*Requirement*:
Isolate every line in the data with the string "lines" and copy it.

━━ Input data ━━

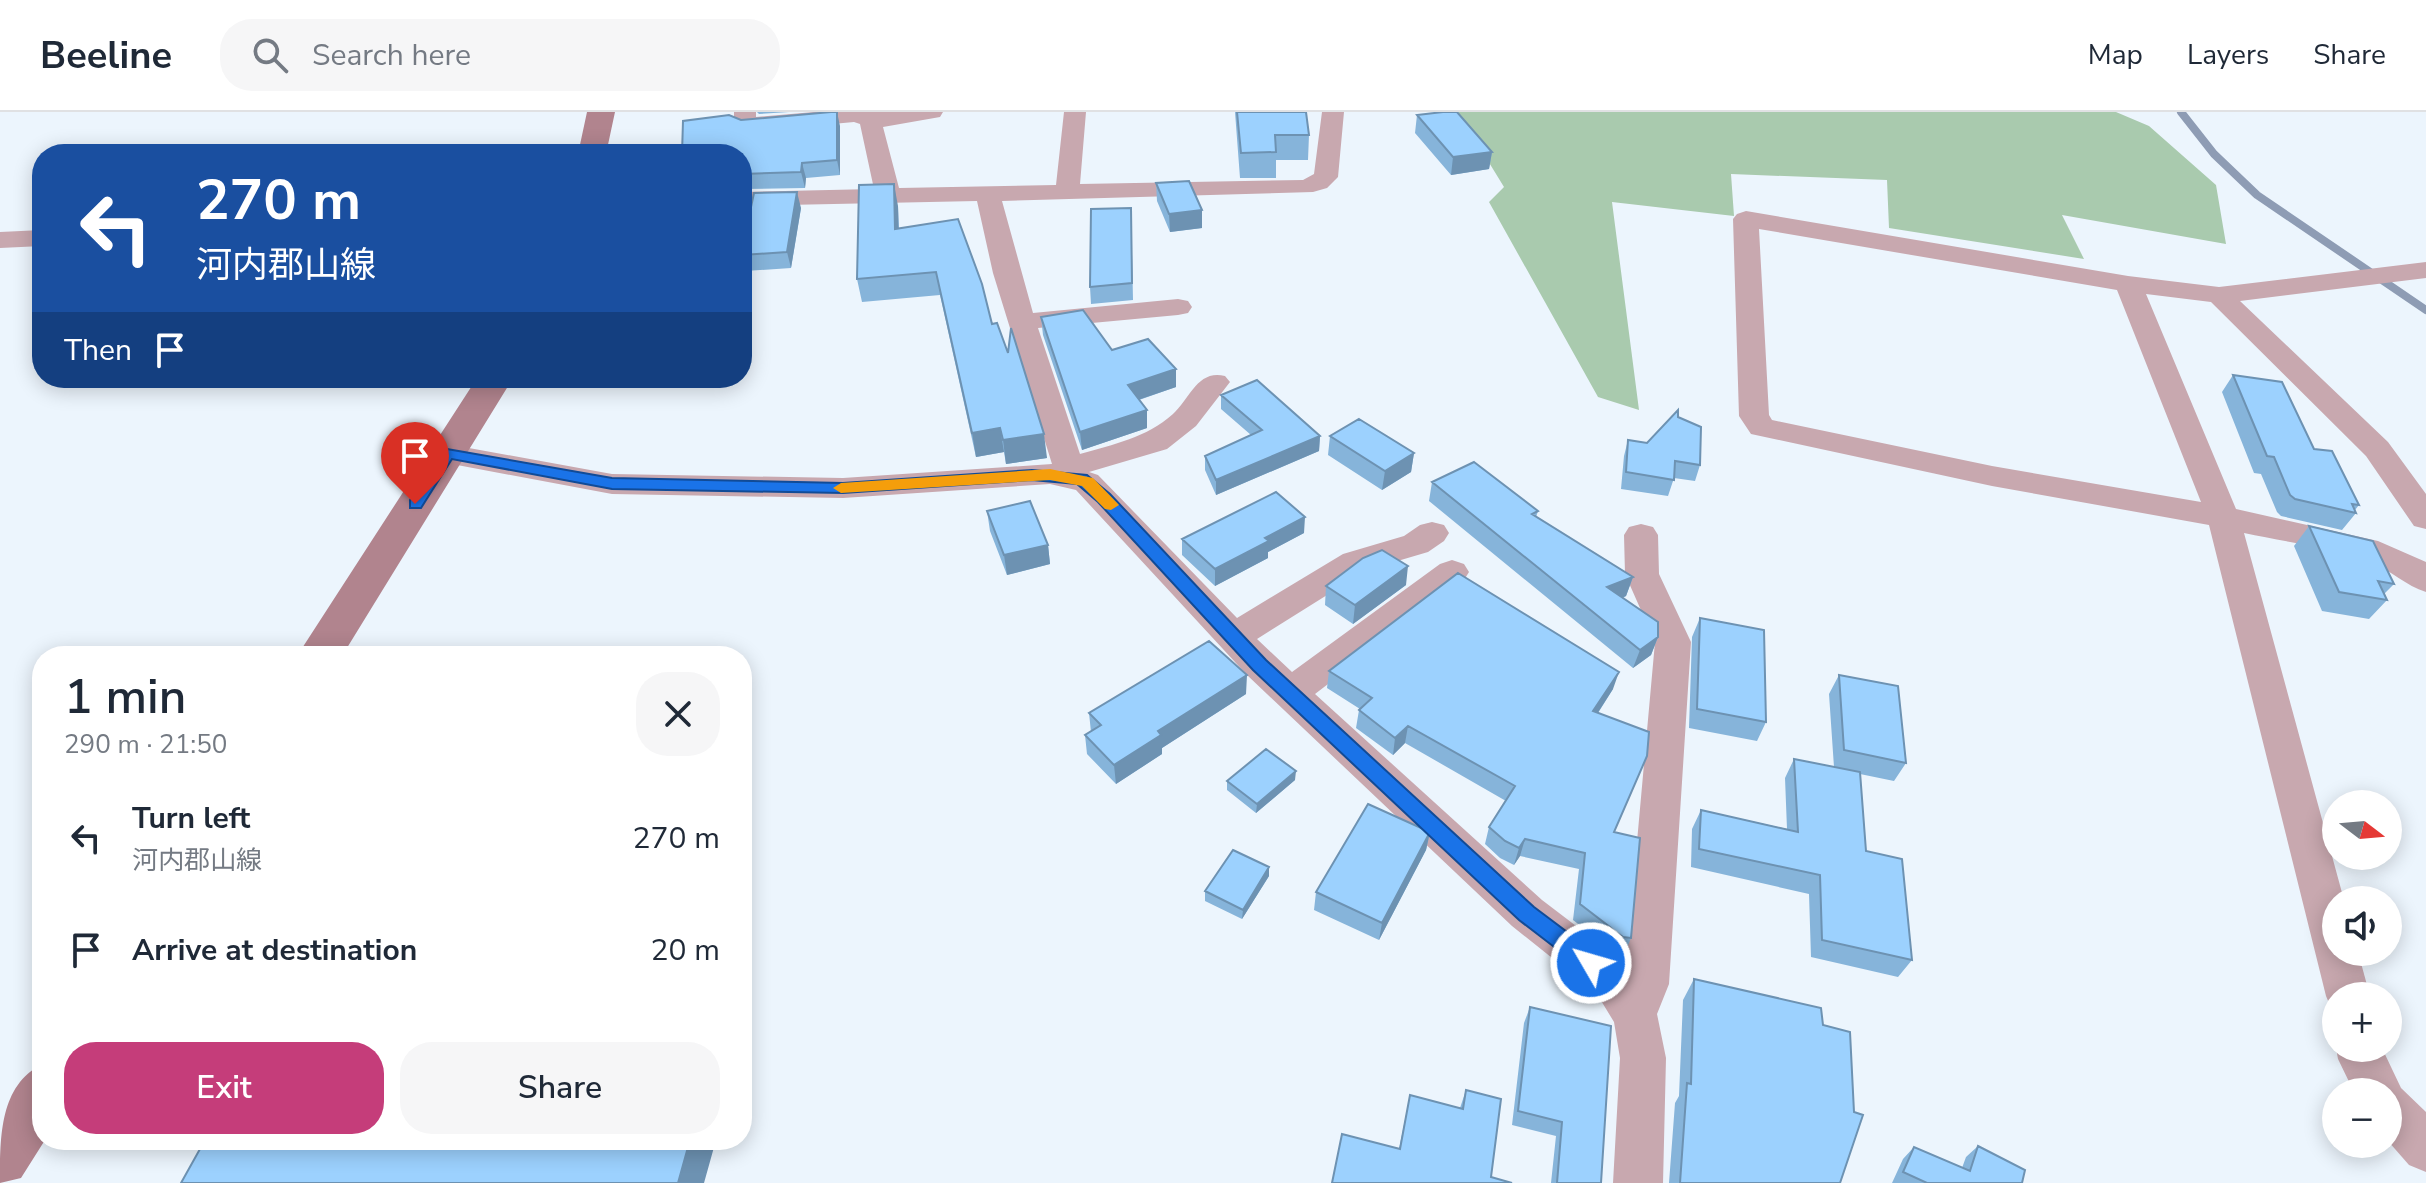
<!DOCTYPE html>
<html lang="en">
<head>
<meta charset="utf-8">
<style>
	body { margin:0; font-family:"Nunito Sans","Noto Sans JP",sans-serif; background:#f6f6f7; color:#1f2937; height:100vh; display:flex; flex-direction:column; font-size:30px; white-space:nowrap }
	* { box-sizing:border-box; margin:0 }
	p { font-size:26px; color:#747a83 }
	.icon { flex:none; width:44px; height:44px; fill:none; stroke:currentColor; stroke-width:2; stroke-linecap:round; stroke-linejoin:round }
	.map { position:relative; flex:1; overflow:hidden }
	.drawer { position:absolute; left:32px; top:534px; width:720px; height:504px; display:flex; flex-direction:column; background:#fff; border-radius:32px; box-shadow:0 4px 20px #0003 }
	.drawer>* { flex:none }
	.top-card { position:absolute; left:32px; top:32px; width:720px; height:244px; border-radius:32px; box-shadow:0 4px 20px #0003; background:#1a4fa0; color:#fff; overflow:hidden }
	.needle { width:52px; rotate:106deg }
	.buttons { position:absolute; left:2322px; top:678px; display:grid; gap:16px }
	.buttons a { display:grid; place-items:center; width:80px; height:80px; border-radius:50%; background:#fff; box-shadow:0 4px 20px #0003; font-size:40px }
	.pin { position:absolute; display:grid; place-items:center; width:68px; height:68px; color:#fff; margin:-82px -34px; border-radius:50% 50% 50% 0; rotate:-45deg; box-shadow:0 0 8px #0007 }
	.pin .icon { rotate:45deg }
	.me { position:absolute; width:88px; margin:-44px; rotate:308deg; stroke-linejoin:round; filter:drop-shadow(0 0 6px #0008) }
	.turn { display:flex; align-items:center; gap:28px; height:168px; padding:0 32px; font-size:36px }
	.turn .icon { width:104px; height:104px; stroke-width:2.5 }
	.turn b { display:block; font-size:56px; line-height:68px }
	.then { display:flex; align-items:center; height:76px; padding:0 32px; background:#0003; gap:16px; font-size:30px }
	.round { display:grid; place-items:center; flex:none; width:84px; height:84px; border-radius:32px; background:#f6f6f7 }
	.head { display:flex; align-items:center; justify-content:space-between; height:136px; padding:0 32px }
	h1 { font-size:48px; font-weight:600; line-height:60px }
	.cta { display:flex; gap:16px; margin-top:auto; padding:16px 32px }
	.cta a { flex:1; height:92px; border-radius:32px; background:#c53d7a; color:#fff; font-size:32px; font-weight:600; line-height:92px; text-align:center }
	.cta a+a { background:#f6f6f7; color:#1f2937 }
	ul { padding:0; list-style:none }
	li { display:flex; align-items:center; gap:24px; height:112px; padding:0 32px }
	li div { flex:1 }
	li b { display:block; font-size:30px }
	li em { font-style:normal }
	header { display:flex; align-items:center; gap:48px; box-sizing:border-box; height:112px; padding:0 40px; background:#fff; border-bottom:2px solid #e0e1e3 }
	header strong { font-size:38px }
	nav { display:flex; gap:44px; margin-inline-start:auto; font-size:28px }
	.search { width:560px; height:72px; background:#f6f6f7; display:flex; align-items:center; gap:20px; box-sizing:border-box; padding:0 28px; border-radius:32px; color:#747a83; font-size:30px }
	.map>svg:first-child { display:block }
	.green { fill:#a9caae }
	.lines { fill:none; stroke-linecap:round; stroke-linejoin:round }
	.stream { stroke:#8e9cb4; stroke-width:8 }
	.street { fill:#c8a8af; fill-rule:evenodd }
	.secondary { fill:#b1848e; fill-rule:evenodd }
	.wall { fill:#86b4da }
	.shaded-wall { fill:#6d92b2 }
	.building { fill:#9cd1fe; stroke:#6d92b2; stroke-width:2 }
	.route { fill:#1a73e8; stroke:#114b97; stroke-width:2 }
	.slow { fill:#f59e0b }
</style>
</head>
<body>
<header>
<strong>Beeline</strong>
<div class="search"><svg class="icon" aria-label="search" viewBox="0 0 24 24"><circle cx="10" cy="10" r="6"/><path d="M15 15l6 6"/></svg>Search here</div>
<nav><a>Map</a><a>Layers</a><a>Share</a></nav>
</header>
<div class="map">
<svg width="2426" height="1071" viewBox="0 0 2426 1071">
	<rect width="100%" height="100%" fill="#ecf5fd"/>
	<path class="green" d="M1458,0H2116L2149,14L2216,73L2226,132L2062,103L2084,147L1889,116L1887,68L1731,62L1734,104L1612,90L1639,298L1598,285L1489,90L1504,75Z"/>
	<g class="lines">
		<path class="stream" d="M2181,0L2214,42L2257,83L2426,198"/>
		<path class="street" d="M734,0H756V5L814,0H943L940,5L883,15L899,76L1056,73L1064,0H1086L1080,72L1303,68L1314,62L1322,0H1344L1338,65L1327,76L1313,80L1002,89L1033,201L1178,187L1188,189L1192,195L1188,201L1178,203L1038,216L1080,342C1114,332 1146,326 1173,302C1190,286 1198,257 1225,264L1230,270L1196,314L1167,337L1089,360L1098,363L1237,506L1343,442L1404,424L1420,413L1432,410L1444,413L1449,421L1444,429L1428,440L1367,458L1257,527L1292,560L1440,452L1452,448L1464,452L1469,460L1464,468L1315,582L1542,788L1626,852L1655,530L1625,462L1624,423L1629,415L1641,412L1653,415L1658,423L1659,462L1691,530L1669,872L1657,902L1666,946L1663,1071H1613L1620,946L1614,910L1597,882L1512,814L1247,563L1076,378L1050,372L843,386L612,382L436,349L431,342L436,335L447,332L612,362L843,366L1052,352L993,161L977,89L742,94V80L874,77L860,12L854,10L745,20L737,18L734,13Z
			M1746,99L2128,164L2219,175L2426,150V166L2240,189L2388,330L2426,382V417L2414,414L2366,344L2211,190L2146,182L2236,397L2378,429L2426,450V480C2406,474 2391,458 2372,451C2332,435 2285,430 2244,421L2344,788H2336V840H2358L2370,884H2336V900L2332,898L2326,884L2209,413L1992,374L1751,322L1739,304L1733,107L1737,102ZM1759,117L2117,178L2201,390L1992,354L1772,308L1769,303Z
			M42,118V134L0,136V120Z
			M2336,936H2382L2401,976L2426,1000V1060L2409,1053L2388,1029V980H2354L2338,947Z"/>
		<path class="secondary" d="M587,0H615L606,42H578Z
			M477,266H513L342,544H297Z
			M42,952V1028H45L21,1066L0,1071C0,1023 0,974 42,952Z"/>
	</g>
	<path class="wall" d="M757,0H789L759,2Z
		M1235,0H1306L1309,23L1308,48H1276V66H1240Z
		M1417,3L1492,40L1489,57L1451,63L1415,21Z
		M741,8L840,14V63L806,66L805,76L742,77Z
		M1156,71L1202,116L1170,120L1157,89Z
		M898,94L899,116L992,212L1047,346L1006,352L1004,340L976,345L940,183L862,190L857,167Z
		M801,96L791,156L745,159L742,148V137Z
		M1131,96L1133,188L1091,192L1090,175Z
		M1041,205L1112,238L1176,257V275L1139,288L1147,298V316L1082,338L1043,223Z
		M2233,263L2314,337L2359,393L2355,398L2356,401L2342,418L2281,404L2277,400L2261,362L2254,361L2222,280Z
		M1221,283L1320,324L1319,339L1216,383L1205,358V344L1251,323L1221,297Z
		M1678,305L1700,353L1695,369L1674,366L1668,384L1621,377L1624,344L1628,328L1647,331Z
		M1330,324L1414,341L1411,360L1382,378L1328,343Z
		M1432,370L1538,399L1536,405L1633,465L1626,484L1623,486L1658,525L1651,543L1633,556L1429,389Z
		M987,399L1048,433L1050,452L1007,463L990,419Z
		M2309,414L2394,472L2384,482L2387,488L2369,507L2322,499L2294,434Z
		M1304,421L1268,440V446L1215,474L1182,443V427Z
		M1406,473L1353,512L1325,493L1326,474Z
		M1700,506L1766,610L1757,629L1689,616L1692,525Z
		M1329,559L1613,577L1598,601L1640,661L1614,720L1631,826L1624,843L1616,841L1573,808L1579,757L1520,744L1514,753L1500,746L1485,732L1489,715L1506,689L1405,631L1393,643L1356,616L1359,598L1360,597L1327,576Z
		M1839,563L1906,651L1894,669L1860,662L1866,739L1912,848L1898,865L1811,845L1809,782L1691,755L1692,717L1701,698L1787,717L1785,666L1794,647L1834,655L1829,582Z
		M1246,582L1162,636V642L1116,672L1087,642L1085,623L1091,620L1089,601Z
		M1295,668L1256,701L1227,678V669Z
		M1430,720L1426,738L1379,828L1314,798L1316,780Z
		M1269,755V764L1242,807L1205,789V779Z
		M1694,867L1840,1071H1669L1675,991L1679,984L1683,888Z
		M1530,895L1601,1071H1551L1556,1024L1512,1013L1524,911Z
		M1466,978L1491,1065L1332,1071L1399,1037L1410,983L1460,996Z
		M1978,1034L2022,1071H1892L1903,1047L1914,1035L1962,1056L1966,1045Z"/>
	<path class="shaded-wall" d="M837,0L840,14V63L837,48Z
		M1492,40L1489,57L1451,63L1453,45Z
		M802,51L806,66L805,76L801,60Z
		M894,72L898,94L899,140L895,117Z
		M797,80L801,96L791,156L787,140Z
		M1202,98V116L1170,120L1169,102Z
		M1176,257V275L1129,291L1128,273Z
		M1147,298V316L1082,338L1080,320Z
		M1000,316L1004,340L976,345L972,321Z
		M1044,322L1047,346L1006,352L1003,328Z
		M1320,324L1319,339L1216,383V368Z
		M1414,341L1411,360L1382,378L1385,359Z
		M1305,405L1304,421L1268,440V446L1215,474V457L1265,426Z
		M1048,433L1050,452L1007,463L1004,443Z
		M1408,454L1406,473L1353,512L1355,493Z
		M1633,465L1626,484L1601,494L1607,475Z
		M1658,525L1651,543L1633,556L1640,538Z
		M1619,560L1613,577L1588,616L1593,599Z
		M1247,563L1246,582L1162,636V642L1116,672L1114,653L1158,619Z
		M1408,614L1405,631L1393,643L1395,626Z
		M1296,659L1295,668L1256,701L1257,692Z
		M1430,720L1426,738L1379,828L1382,811Z
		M1525,727L1520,744L1514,753L1519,736Z
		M1269,755V764L1242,807L1243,798Z
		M690,1028H716L704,1071H678Z"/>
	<path class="building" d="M831,0H837V48L802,51L801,60L742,62V42H682L683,9L729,3L741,8Z
		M1237,0H1306L1309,23H1275L1276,40L1241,41Z
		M1443,0H1457L1492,40L1453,45L1417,3Z
		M1189,69L1202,98L1169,102L1156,71Z
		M894,72L895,117L958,107L982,172L992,212L997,211L1008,241L1011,216L1044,322L1003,328L1000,316L972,321L936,160L857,167L859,73Z
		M797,80L787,140L742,143V137L754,81Z
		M1131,96L1132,171L1090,175L1091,97Z
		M1083,198L1112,238L1148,227L1176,257L1128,273L1147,298L1080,320L1041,205Z
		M2233,263L2282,270L2314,337L2332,339L2359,393L2352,392L2356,401L2295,387L2290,383L2274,345L2267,344Z
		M1257,268L1320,324L1216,368L1205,344L1262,318L1221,283Z
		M1678,298V305L1701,315L1700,353L1675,349L1674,368L1626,360L1628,328L1647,331Z
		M1359,307L1414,341L1385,359L1330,324Z
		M1474,350L1538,399L1532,402L1633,465L1607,475L1658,510V525L1640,538L1432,370Z
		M1276,380L1305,405L1265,426L1269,429L1215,457L1182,427Z
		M1030,389L1048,433L1004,443L987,399Z
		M2309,414L2373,429L2394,472L2378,469L2387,488L2339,480Z
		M1382,438L1408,454L1355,493L1326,474L1363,446Z
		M1458,461L1619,560L1593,599L1649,620L1647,644L1614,720L1640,726L1631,826L1623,825L1580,792L1585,741L1525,727L1519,736L1505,729L1489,715L1515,674L1408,614L1395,626L1359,598L1372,586L1329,559Z
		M1700,506L1764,518L1766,610L1697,597Z
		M1209,529L1247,563L1158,619L1161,623L1114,653L1085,623L1101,613L1089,601Z
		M1839,563L1898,574L1906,651L1844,638Z
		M1266,637L1296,659L1257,692L1227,669Z
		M1794,647L1860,660L1866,739L1902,747L1912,848L1822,828L1820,763L1699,737L1701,698L1798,720Z
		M1368,692L1430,720L1382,811L1316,780Z
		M1233,738L1269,755L1243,798L1205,779Z
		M1694,867L1821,896L1823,913L1850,920L1854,1000L1863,1003L1840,1071H1680L1687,971L1691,972Z
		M1530,895L1611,914L1601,1071H1557L1562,1010L1518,999Z
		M1466,978L1501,987L1491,1065L1512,1071H1332L1342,1022L1400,1037L1410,983L1463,997Z
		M205,1028H690L678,1071H181Z
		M1978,1034L2025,1058L2022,1071H1927L1903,1060L1914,1035L1970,1059Z"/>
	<path class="route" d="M447,337L612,366L843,371L1032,358L1087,363L1110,382L1266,548L1534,795L1599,844L1603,851L1599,858L1591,861L1584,858L1519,808L1253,558L1098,390L1077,372L1032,368L843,381L612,377L452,347L421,396H410V388L442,338Z"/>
	<path class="slow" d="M1050,357L1093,366L1119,393L1111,398L1105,397L1082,374L1050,368L841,381L833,376L841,371Z"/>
</svg>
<div class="buttons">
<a><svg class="needle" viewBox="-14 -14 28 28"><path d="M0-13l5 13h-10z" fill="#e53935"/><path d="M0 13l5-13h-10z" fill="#747a83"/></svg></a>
<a><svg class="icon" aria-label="sound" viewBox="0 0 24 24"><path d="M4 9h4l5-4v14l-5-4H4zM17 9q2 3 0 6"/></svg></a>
<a>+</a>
<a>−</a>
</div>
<div class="pin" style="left:415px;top:392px;background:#d93025"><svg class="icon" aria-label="arrive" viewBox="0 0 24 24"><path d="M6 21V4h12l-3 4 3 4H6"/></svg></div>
<svg class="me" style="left:1591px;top:851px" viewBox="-20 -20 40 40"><circle r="17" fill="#1a73e8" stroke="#fff" stroke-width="3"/><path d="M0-11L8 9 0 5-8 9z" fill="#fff"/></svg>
<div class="top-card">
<div class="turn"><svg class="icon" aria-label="left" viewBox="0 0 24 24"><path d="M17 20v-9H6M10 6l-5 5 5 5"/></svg><div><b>270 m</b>河内郡山線</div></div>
<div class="then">Then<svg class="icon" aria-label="arrive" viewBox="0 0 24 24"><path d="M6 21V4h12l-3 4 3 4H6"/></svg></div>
</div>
<section class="drawer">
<div class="head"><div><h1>1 min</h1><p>290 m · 21:50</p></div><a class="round"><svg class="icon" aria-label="close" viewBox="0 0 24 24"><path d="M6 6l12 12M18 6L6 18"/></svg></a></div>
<ul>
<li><svg class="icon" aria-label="left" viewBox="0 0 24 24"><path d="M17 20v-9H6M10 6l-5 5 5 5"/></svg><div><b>Turn left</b><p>河内郡山線</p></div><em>270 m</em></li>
<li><svg class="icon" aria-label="arrive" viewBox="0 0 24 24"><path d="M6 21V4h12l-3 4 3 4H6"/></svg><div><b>Arrive at destination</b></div><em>20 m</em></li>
</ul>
<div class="cta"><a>Exit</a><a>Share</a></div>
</section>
</div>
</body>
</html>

━━━

*Response below*:
	.lines { fill:none; stroke-linecap:round; stroke-linejoin:round }
	<g class="lines">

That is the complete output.